_Problem details_
Give back, word for word, the lines in the listing below from the one holding "669,24 L 226,24 Z" down to the one holding "M 970,546 L", both ends included.

_Dataset records_
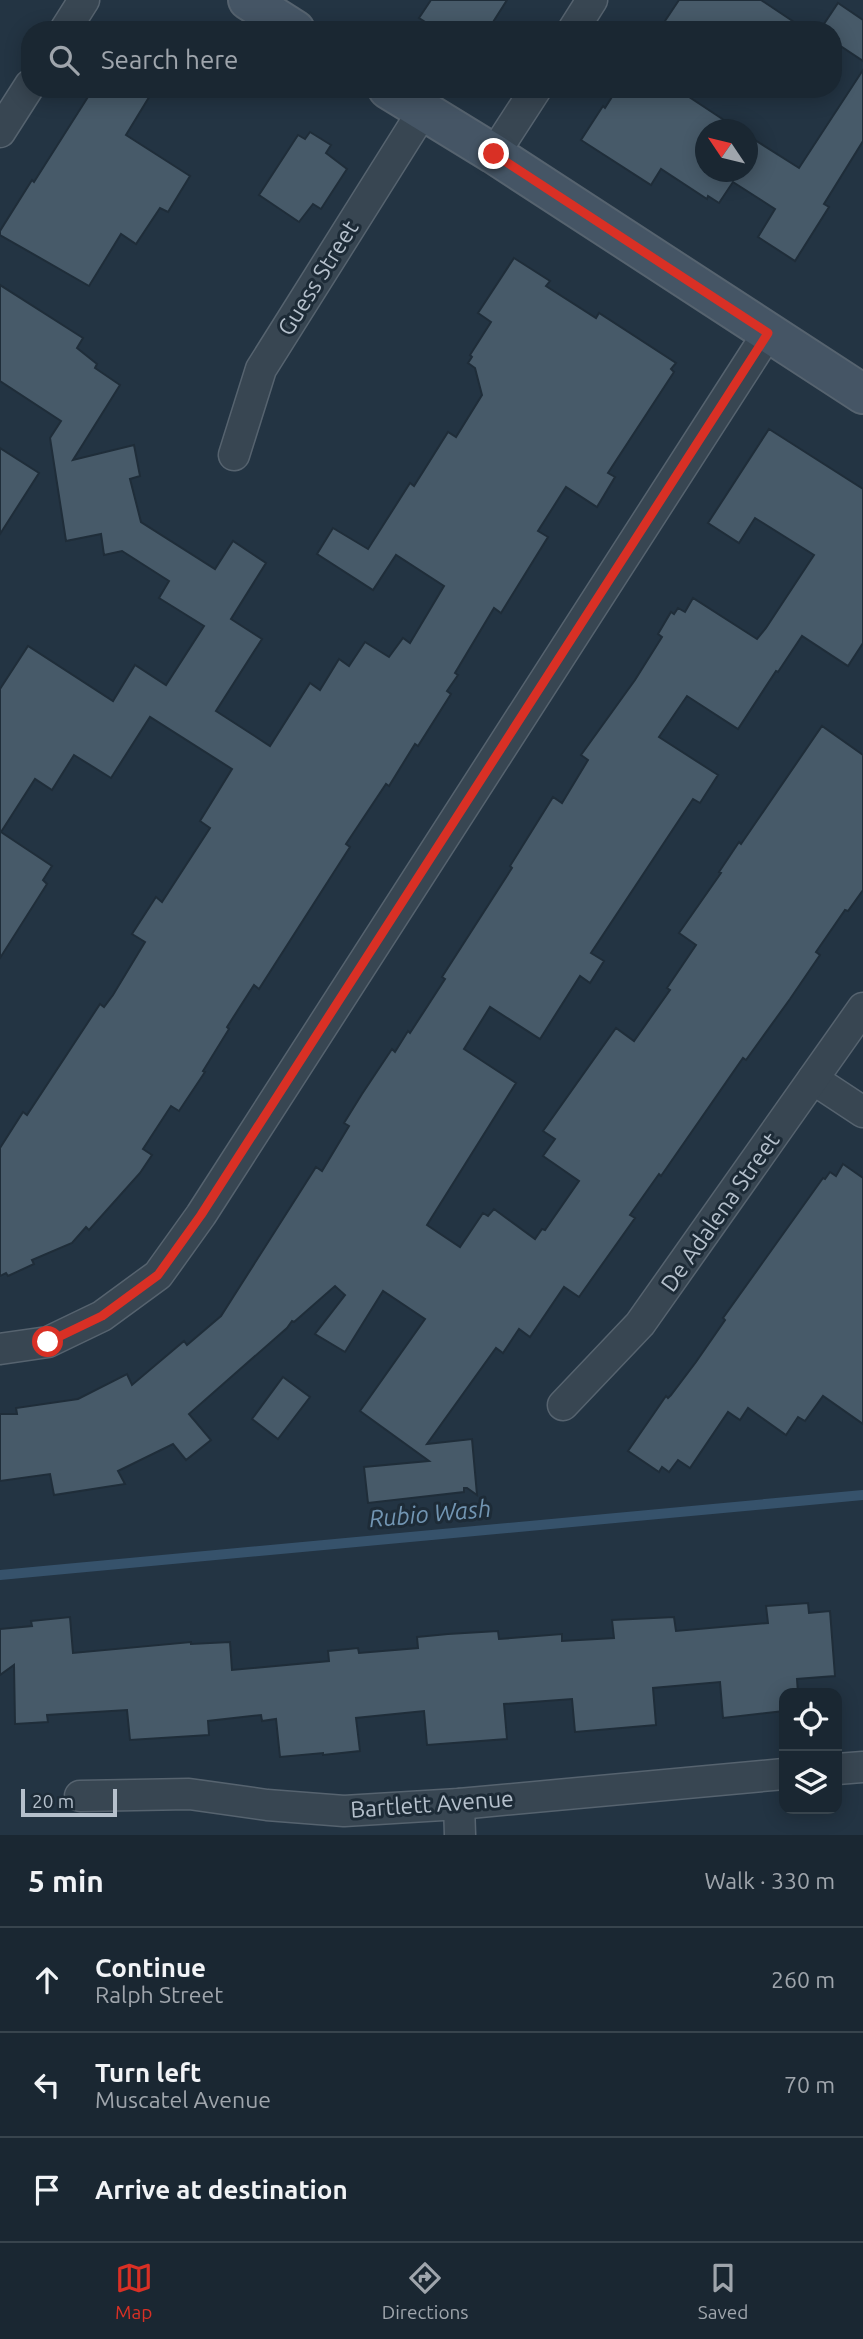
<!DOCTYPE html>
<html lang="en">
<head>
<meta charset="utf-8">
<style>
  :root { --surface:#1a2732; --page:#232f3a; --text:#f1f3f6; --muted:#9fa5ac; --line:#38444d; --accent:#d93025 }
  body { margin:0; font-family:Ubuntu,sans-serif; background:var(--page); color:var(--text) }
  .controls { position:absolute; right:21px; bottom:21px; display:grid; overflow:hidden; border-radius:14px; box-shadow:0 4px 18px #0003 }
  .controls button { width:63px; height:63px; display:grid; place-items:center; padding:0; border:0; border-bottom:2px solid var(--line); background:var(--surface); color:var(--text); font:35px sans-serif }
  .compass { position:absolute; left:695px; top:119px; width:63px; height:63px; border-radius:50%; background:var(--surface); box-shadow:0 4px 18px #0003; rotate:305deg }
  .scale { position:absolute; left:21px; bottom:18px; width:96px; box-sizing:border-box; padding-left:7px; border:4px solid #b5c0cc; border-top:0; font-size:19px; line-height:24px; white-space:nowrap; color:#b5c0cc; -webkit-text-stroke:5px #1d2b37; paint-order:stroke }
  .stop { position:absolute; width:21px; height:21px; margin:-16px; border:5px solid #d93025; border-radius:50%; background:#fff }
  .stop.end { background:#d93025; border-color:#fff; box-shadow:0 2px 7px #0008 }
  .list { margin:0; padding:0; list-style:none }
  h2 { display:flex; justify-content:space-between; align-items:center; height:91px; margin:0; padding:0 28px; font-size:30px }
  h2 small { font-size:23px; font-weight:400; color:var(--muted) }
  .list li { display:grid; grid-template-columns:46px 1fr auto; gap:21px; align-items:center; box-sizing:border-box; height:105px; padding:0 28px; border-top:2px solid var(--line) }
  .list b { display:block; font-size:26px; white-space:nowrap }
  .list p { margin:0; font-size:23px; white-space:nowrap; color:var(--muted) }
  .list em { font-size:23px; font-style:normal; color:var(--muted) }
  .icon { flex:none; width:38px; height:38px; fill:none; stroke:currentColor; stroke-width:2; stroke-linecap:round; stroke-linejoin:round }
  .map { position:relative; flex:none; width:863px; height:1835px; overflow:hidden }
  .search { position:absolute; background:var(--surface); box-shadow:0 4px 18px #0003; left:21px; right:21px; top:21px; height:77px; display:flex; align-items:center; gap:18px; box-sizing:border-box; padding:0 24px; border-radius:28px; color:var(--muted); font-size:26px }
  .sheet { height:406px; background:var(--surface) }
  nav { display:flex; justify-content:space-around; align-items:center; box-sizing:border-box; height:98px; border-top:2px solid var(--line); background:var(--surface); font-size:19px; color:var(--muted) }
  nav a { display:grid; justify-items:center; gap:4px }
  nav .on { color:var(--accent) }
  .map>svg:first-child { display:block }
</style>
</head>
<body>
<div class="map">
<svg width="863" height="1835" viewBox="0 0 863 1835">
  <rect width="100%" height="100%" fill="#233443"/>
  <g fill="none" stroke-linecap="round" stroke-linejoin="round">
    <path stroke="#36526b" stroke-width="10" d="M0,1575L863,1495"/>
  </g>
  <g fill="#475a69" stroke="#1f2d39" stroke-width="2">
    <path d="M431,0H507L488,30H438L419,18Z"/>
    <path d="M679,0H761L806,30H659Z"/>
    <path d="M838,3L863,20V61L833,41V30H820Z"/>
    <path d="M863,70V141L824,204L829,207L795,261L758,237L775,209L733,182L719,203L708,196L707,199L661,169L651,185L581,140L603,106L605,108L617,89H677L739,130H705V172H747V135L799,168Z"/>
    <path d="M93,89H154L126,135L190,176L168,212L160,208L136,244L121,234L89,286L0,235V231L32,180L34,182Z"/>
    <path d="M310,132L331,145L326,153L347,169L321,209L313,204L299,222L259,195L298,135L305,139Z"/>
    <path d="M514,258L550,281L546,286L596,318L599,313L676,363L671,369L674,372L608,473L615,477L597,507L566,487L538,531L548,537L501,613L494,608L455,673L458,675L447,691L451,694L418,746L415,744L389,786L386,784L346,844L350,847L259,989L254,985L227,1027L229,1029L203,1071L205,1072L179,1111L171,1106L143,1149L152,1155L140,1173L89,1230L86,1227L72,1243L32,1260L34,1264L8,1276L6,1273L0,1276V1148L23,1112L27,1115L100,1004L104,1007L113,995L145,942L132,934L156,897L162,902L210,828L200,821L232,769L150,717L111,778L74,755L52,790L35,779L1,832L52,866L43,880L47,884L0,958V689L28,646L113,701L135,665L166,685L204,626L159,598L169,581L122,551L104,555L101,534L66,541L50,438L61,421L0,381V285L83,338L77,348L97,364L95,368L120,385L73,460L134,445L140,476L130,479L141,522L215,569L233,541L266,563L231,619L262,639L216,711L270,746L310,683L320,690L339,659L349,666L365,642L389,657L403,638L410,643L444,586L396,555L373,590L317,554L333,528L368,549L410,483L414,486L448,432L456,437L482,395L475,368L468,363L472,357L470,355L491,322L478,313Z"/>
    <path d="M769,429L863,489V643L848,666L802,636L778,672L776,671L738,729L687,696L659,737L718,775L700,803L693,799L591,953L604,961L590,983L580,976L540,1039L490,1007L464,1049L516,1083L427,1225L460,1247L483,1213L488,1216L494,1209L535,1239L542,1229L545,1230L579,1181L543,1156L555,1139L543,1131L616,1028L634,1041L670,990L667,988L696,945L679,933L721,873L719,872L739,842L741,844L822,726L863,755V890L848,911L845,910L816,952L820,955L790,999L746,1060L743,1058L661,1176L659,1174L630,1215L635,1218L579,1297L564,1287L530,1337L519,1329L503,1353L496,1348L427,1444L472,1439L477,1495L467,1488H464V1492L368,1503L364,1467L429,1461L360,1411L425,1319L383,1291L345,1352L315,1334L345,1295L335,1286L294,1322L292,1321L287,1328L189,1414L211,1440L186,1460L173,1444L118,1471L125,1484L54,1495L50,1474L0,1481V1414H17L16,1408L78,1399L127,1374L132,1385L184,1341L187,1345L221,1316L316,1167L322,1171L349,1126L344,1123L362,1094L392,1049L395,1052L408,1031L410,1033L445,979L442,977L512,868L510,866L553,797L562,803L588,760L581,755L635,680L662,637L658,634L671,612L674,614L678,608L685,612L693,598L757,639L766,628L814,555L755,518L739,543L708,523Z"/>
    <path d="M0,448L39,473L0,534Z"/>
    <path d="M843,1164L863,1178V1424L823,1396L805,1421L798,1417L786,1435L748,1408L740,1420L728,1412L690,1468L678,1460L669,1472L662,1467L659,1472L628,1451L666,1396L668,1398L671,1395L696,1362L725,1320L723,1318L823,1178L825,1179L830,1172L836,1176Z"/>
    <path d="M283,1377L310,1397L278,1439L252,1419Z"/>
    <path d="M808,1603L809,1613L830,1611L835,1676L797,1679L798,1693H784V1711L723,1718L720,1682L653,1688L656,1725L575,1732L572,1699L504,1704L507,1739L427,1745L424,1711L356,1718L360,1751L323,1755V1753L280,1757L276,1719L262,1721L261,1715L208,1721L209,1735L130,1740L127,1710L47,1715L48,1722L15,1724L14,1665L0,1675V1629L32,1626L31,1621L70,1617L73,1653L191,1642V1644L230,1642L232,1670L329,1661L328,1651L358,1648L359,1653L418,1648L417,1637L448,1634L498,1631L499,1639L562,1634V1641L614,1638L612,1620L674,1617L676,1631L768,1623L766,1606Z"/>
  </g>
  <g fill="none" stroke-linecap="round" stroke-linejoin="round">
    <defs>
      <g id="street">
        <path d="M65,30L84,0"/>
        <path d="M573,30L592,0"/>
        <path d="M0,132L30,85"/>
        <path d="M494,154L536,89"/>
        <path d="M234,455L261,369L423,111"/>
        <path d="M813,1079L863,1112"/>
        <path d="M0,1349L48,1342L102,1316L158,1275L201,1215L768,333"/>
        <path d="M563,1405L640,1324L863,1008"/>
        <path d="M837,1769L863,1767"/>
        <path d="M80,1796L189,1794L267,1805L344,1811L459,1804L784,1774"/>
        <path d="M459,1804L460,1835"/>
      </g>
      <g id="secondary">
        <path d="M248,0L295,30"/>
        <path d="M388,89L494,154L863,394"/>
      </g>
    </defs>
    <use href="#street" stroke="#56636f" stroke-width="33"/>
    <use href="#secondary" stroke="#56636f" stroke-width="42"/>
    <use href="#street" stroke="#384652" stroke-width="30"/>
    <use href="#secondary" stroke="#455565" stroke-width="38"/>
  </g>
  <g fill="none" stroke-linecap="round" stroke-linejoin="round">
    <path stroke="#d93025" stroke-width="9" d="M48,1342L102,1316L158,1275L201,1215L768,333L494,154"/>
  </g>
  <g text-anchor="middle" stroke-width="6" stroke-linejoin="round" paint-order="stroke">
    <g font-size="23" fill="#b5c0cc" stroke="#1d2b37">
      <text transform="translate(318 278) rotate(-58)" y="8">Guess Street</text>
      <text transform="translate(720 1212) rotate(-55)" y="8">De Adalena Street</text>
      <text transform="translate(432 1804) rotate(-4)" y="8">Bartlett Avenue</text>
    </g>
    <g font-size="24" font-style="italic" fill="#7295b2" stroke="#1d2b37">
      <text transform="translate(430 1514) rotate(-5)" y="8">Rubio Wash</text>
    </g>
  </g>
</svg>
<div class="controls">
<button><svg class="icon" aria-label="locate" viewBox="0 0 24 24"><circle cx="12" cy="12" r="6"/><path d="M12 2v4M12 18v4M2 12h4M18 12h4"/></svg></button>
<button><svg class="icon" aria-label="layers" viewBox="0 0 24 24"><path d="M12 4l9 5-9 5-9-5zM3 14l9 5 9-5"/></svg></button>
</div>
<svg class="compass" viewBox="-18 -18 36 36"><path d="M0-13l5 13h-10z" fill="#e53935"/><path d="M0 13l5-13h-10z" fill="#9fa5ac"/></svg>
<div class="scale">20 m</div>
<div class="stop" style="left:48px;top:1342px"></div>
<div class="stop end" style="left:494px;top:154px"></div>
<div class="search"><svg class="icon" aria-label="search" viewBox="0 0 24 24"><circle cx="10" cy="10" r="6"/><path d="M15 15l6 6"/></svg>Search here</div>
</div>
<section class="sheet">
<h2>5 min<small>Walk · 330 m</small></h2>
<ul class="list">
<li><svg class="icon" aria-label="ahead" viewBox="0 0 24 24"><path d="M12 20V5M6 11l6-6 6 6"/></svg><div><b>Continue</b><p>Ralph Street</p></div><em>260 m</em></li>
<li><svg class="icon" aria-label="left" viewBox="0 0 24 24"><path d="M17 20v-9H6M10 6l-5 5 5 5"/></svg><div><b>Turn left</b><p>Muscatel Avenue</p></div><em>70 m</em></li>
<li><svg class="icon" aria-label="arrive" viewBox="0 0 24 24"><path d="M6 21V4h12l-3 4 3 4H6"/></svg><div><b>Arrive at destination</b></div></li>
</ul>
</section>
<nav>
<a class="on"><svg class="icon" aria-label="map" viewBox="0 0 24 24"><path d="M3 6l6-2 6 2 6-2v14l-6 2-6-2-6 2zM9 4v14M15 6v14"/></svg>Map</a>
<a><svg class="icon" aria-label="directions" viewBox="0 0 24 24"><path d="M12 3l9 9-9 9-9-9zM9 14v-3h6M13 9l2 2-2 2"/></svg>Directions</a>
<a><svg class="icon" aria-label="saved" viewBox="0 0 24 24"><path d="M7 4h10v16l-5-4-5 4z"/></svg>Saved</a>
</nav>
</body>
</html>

--

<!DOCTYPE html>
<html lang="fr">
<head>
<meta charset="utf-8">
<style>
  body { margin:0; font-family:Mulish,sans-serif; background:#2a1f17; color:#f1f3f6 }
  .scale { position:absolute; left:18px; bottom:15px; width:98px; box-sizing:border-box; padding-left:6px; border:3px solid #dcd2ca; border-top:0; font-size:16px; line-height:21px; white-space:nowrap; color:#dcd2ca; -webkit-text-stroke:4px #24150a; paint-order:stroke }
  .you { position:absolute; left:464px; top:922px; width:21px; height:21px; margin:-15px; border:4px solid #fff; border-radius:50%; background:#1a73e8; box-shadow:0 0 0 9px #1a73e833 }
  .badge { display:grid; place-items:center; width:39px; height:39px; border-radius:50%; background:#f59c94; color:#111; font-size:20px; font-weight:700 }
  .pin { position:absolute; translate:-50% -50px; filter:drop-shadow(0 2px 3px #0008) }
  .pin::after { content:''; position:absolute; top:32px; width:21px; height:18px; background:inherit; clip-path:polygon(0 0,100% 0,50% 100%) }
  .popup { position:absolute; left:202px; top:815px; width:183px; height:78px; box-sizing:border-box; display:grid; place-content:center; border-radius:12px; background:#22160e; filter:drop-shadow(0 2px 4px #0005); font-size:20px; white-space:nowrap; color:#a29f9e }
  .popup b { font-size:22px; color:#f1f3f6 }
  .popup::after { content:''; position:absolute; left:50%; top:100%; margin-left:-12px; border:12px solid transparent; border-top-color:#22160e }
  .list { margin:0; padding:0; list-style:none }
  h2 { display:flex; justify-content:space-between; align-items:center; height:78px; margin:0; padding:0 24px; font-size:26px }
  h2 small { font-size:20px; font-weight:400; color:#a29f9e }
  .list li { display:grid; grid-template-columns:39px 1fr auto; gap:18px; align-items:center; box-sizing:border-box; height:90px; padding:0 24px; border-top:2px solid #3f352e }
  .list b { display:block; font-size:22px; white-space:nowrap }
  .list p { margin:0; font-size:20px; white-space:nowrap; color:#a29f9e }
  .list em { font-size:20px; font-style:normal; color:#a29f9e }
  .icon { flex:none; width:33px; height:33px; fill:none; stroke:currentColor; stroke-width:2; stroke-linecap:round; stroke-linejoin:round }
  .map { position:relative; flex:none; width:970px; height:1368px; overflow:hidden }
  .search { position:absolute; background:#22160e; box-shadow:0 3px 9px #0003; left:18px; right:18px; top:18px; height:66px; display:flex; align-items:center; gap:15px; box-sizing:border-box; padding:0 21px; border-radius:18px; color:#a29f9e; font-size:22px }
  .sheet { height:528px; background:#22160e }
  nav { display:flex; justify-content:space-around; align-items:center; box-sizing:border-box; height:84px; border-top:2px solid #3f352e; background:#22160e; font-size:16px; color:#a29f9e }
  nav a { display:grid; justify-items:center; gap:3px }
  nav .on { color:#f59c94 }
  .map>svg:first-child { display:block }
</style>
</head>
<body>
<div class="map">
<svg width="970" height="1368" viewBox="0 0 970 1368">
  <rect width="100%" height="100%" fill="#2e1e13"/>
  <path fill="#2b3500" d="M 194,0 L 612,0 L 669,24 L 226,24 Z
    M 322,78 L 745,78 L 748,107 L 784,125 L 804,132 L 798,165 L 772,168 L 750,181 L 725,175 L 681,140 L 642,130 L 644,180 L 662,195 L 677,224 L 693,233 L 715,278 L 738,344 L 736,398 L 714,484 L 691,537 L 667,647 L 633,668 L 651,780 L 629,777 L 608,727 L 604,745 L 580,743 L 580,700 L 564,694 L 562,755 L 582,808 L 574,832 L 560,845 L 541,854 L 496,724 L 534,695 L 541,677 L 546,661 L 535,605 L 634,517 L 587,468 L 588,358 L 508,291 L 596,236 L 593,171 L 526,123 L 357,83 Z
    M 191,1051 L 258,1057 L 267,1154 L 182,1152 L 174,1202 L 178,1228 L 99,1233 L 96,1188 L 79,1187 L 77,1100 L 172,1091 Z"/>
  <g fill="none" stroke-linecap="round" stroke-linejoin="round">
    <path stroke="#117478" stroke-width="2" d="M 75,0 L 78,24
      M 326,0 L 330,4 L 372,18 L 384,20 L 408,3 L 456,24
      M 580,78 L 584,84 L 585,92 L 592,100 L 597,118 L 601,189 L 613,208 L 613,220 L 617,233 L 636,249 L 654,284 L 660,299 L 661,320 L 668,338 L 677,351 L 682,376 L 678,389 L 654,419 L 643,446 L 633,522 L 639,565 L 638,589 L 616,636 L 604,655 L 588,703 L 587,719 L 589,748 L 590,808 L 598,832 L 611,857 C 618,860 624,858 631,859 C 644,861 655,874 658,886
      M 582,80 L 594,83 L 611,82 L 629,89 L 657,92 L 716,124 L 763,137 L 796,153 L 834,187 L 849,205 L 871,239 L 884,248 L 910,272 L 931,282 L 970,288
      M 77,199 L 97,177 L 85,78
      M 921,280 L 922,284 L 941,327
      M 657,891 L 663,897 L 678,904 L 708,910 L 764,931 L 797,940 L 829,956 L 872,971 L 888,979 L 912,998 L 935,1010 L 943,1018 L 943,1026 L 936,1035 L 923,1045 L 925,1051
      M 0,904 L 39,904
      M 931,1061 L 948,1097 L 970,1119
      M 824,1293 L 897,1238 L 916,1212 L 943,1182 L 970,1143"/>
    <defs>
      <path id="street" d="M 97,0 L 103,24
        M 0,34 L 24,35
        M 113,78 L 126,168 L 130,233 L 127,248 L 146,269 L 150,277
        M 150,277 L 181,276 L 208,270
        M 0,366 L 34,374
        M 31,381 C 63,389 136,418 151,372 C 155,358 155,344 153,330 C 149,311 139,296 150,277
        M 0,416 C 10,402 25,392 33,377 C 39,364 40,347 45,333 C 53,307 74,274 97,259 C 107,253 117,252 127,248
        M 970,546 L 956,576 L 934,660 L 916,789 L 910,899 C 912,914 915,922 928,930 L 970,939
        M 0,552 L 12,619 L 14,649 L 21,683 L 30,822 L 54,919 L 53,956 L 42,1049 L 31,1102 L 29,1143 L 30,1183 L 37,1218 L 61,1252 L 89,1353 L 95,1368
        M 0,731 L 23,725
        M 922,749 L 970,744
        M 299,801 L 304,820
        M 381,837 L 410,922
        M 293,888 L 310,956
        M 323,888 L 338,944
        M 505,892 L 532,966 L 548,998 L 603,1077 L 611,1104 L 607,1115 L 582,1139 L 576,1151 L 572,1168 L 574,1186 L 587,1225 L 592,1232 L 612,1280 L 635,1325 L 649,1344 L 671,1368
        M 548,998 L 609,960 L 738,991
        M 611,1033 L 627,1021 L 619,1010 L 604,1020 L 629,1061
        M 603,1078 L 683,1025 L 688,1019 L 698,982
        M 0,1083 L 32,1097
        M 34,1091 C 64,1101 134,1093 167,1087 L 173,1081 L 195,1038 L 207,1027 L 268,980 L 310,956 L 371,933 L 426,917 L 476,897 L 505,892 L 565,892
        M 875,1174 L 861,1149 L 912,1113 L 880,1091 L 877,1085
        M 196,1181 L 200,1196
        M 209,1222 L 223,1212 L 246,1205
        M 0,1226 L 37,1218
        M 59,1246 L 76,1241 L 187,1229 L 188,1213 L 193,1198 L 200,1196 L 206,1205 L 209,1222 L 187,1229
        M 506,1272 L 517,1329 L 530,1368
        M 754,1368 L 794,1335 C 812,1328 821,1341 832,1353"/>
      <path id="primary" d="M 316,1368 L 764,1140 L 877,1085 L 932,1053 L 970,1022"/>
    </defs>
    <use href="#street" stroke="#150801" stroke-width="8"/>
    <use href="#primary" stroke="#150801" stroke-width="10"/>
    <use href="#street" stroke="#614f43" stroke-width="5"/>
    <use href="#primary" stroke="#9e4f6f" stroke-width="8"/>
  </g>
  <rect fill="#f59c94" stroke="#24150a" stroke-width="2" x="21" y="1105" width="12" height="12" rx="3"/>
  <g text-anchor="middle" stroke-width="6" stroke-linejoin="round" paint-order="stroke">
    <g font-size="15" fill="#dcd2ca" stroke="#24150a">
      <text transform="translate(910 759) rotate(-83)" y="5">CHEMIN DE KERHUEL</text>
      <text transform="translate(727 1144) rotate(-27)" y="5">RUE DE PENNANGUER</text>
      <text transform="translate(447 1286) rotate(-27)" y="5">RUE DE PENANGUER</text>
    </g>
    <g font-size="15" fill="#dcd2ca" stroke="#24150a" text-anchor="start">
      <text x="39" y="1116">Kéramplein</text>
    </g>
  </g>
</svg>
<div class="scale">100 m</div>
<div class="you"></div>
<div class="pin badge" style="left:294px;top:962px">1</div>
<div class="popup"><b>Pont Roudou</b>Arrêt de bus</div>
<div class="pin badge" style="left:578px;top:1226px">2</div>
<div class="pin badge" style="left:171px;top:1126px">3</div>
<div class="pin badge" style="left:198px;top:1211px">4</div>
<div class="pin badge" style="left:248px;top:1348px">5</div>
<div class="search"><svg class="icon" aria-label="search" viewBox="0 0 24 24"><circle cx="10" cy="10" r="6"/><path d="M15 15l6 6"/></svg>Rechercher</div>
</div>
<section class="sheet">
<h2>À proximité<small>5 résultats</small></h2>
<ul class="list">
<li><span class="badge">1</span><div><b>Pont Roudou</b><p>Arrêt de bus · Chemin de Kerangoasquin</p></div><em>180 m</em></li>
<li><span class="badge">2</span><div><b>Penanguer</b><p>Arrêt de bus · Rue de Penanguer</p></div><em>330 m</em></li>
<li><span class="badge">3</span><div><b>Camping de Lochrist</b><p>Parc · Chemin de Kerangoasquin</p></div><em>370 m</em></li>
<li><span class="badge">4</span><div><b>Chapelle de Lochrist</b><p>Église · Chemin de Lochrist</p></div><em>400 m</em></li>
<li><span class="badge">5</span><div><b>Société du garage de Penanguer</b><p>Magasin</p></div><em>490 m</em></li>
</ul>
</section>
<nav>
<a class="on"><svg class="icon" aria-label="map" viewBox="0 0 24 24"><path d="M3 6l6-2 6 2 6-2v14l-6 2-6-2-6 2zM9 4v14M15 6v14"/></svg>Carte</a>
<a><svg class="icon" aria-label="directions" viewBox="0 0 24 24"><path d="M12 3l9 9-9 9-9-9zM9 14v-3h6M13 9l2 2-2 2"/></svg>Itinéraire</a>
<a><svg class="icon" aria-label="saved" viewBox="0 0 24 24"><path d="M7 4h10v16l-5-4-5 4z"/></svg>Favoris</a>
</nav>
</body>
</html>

_Response to the task_
  <path fill="#2b3500" d="M 194,0 L 612,0 L 669,24 L 226,24 Z
    M 322,78 L 745,78 L 748,107 L 784,125 L 804,132 L 798,165 L 772,168 L 750,181 L 725,175 L 681,140 L 642,130 L 644,180 L 662,195 L 677,224 L 693,233 L 715,278 L 738,344 L 736,398 L 714,484 L 691,537 L 667,647 L 633,668 L 651,780 L 629,777 L 608,727 L 604,745 L 580,743 L 580,700 L 564,694 L 562,755 L 582,808 L 574,832 L 560,845 L 541,854 L 496,724 L 534,695 L 541,677 L 546,661 L 535,605 L 634,517 L 587,468 L 588,358 L 508,291 L 596,236 L 593,171 L 526,123 L 357,83 Z
    M 191,1051 L 258,1057 L 267,1154 L 182,1152 L 174,1202 L 178,1228 L 99,1233 L 96,1188 L 79,1187 L 77,1100 L 172,1091 Z"/>
  <g fill="none" stroke-linecap="round" stroke-linejoin="round">
    <path stroke="#117478" stroke-width="2" d="M 75,0 L 78,24
      M 326,0 L 330,4 L 372,18 L 384,20 L 408,3 L 456,24
      M 580,78 L 584,84 L 585,92 L 592,100 L 597,118 L 601,189 L 613,208 L 613,220 L 617,233 L 636,249 L 654,284 L 660,299 L 661,320 L 668,338 L 677,351 L 682,376 L 678,389 L 654,419 L 643,446 L 633,522 L 639,565 L 638,589 L 616,636 L 604,655 L 588,703 L 587,719 L 589,748 L 590,808 L 598,832 L 611,857 C 618,860 624,858 631,859 C 644,861 655,874 658,886
      M 582,80 L 594,83 L 611,82 L 629,89 L 657,92 L 716,124 L 763,137 L 796,153 L 834,187 L 849,205 L 871,239 L 884,248 L 910,272 L 931,282 L 970,288
      M 77,199 L 97,177 L 85,78
      M 921,280 L 922,284 L 941,327
      M 657,891 L 663,897 L 678,904 L 708,910 L 764,931 L 797,940 L 829,956 L 872,971 L 888,979 L 912,998 L 935,1010 L 943,1018 L 943,1026 L 936,1035 L 923,1045 L 925,1051
      M 0,904 L 39,904
      M 931,1061 L 948,1097 L 970,1119
      M 824,1293 L 897,1238 L 916,1212 L 943,1182 L 970,1143"/>
    <defs>
      <path id="street" d="M 97,0 L 103,24
        M 0,34 L 24,35
        M 113,78 L 126,168 L 130,233 L 127,248 L 146,269 L 150,277
        M 150,277 L 181,276 L 208,270
        M 0,366 L 34,374
        M 31,381 C 63,389 136,418 151,372 C 155,358 155,344 153,330 C 149,311 139,296 150,277
        M 0,416 C 10,402 25,392 33,377 C 39,364 40,347 45,333 C 53,307 74,274 97,259 C 107,253 117,252 127,248
        M 970,546 L 956,576 L 934,660 L 916,789 L 910,899 C 912,914 915,922 928,930 L 970,939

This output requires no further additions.